■ THE TASK
In the entries below, find each line with the word "connections" and return it.

■ TASK MATERIAL
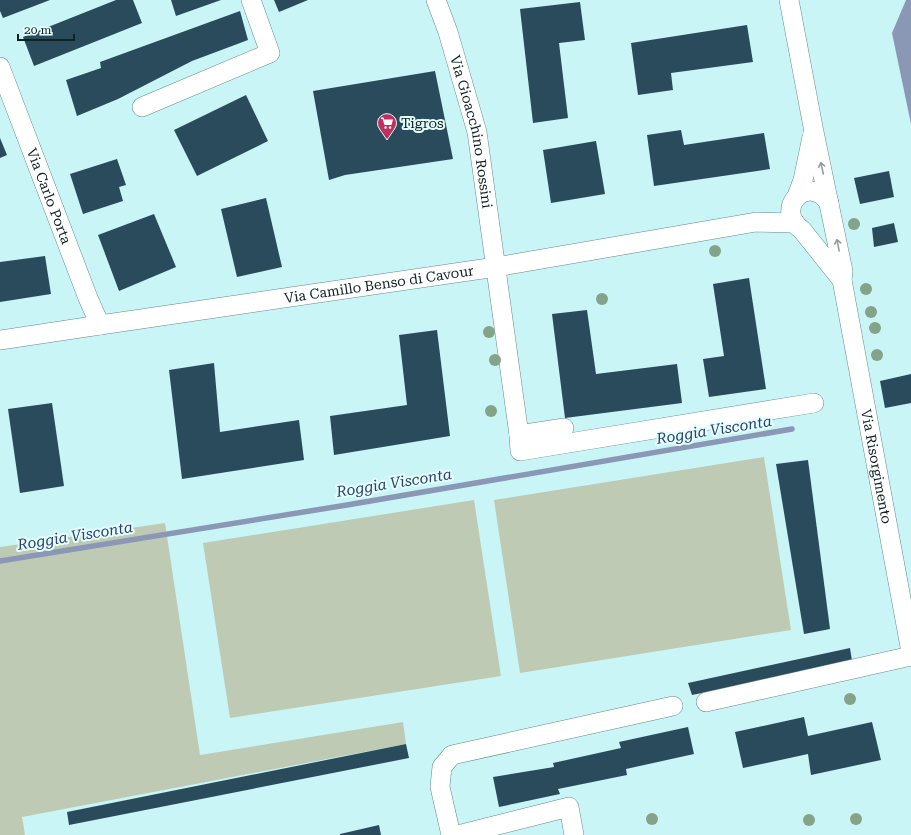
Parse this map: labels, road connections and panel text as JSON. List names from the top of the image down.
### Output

--

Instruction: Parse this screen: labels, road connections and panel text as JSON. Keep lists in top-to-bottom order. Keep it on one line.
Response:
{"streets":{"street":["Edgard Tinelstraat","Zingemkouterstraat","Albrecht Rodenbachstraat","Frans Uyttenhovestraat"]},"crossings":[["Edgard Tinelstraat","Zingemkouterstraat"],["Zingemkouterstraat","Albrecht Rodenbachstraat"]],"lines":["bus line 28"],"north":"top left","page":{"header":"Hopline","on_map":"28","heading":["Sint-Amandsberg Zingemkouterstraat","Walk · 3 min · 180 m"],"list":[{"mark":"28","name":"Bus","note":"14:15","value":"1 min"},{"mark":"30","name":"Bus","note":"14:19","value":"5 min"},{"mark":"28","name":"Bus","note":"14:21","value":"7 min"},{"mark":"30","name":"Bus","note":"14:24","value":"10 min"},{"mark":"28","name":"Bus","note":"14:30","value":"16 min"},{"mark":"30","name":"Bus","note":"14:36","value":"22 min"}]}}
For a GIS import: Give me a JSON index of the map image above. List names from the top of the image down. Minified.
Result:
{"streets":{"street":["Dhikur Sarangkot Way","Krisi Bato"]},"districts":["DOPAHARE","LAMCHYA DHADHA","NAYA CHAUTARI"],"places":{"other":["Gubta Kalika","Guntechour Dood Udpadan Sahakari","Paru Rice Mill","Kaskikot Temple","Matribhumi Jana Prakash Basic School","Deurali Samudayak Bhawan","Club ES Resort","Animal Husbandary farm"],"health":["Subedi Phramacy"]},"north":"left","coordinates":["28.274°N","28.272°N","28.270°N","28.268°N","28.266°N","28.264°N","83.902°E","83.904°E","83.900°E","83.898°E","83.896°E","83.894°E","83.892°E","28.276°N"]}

==

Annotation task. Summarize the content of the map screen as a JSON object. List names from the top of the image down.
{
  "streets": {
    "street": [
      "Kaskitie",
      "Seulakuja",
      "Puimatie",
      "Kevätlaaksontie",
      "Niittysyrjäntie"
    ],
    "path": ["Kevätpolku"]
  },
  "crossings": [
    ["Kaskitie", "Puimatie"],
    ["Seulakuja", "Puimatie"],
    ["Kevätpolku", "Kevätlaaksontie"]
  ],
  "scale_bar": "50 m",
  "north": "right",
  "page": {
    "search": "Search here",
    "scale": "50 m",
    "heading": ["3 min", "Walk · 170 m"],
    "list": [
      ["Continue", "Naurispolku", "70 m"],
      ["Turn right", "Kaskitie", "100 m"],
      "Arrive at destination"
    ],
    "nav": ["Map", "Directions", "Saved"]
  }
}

■ SOLUTION TO THE EXERCISE
Parse this map: labels, road connections and panel text as JSON. List names from the top of the image down.
Instruction: Parse this screen: labels, road connections and panel text as JSON. Keep lists in top-to-bottom order. Keep it on one line.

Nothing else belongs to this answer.